-- WHAT IS BEING ASKED --
Only one stretch of the records below is wanted: the lines from the one holding "Input: one rendered" through the one holding "Parse the map". Return it exactly, both ends included.

-- DATA SECTION --

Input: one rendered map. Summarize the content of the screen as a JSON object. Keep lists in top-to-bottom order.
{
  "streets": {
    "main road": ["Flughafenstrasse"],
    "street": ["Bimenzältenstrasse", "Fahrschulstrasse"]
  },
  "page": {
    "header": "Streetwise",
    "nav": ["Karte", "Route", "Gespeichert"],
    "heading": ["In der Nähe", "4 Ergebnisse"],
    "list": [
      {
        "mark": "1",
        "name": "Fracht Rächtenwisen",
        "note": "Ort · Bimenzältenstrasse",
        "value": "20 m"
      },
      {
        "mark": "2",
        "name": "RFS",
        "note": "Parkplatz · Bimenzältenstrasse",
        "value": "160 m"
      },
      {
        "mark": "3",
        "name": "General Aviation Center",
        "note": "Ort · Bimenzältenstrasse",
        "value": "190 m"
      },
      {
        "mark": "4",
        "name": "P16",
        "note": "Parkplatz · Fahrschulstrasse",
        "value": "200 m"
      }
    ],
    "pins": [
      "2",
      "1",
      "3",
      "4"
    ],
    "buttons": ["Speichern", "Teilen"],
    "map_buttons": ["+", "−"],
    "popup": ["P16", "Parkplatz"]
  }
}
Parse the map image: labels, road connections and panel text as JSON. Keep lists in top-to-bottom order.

==

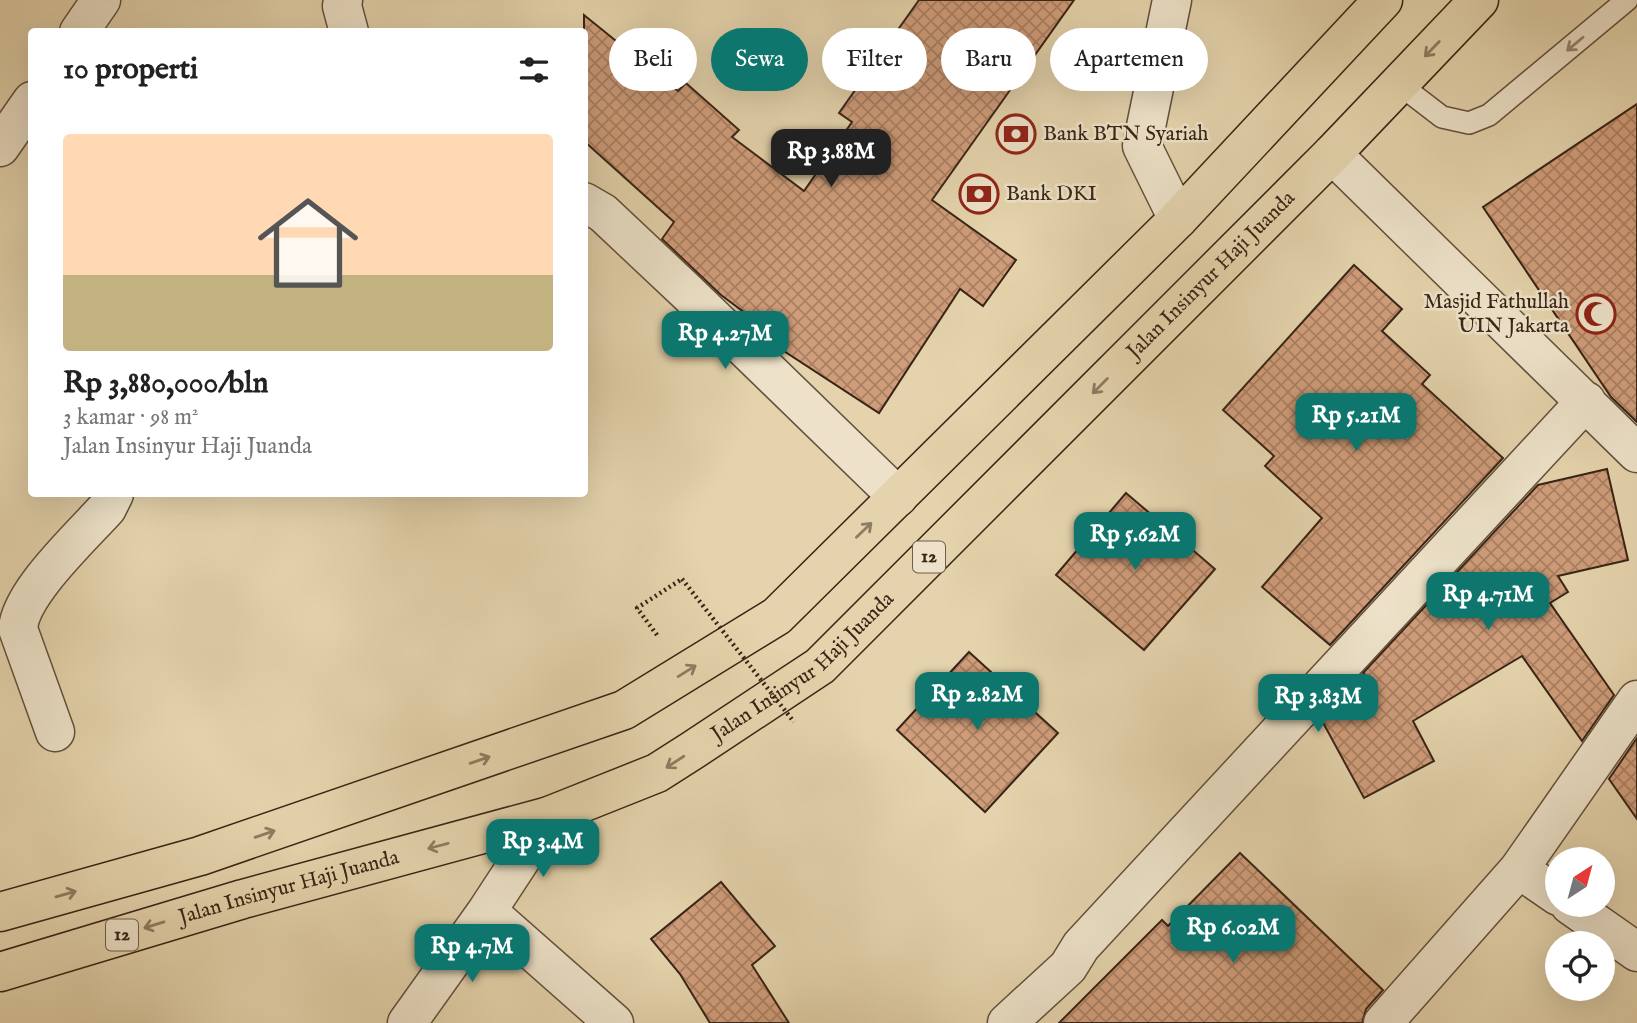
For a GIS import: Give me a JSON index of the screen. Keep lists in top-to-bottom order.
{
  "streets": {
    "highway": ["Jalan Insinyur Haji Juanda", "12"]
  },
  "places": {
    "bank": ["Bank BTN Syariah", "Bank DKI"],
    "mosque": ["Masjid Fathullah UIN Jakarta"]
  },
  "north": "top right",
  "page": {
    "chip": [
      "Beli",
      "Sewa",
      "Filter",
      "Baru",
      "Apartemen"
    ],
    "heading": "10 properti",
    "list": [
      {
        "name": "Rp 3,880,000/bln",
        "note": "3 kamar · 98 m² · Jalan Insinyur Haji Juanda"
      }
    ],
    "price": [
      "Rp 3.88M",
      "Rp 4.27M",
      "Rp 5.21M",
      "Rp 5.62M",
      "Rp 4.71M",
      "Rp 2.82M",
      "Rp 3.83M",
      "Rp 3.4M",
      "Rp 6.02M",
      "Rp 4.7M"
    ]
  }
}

-- RESPONSE BOX --
Input: one rendered map. Summarize the content of the screen as a JSON object. Keep lists in top-to-bottom order.
{
  "streets": {
    "main road": ["Flughafenstrasse"],
    "street": ["Bimenzältenstrasse", "Fahrschulstrasse"]
  },
  "page": {
    "header": "Streetwise",
    "nav": ["Karte", "Route", "Gespeichert"],
    "heading": ["In der Nähe", "4 Ergebnisse"],
    "list": [
      {
        "mark": "1",
        "name": "Fracht Rächtenwisen",
        "note": "Ort · Bimenzältenstrasse",
        "value": "20 m"
      },
      {
        "mark": "2",
        "name": "RFS",
        "note": "Parkplatz · Bimenzältenstrasse",
        "value": "160 m"
      },
      {
        "mark": "3",
        "name": "General Aviation Center",
        "note": "Ort · Bimenzältenstrasse",
        "value": "190 m"
      },
      {
        "mark": "4",
        "name": "P16",
        "note": "Parkplatz · Fahrschulstrasse",
        "value": "200 m"
      }
    ],
    "pins": [
      "2",
      "1",
      "3",
      "4"
    ],
    "buttons": ["Speichern", "Teilen"],
    "map_buttons": ["+", "−"],
    "popup": ["P16", "Parkplatz"]
  }
}
Parse the map image: labels, road connections and panel text as JSON. Keep lists in top-to-bottom order.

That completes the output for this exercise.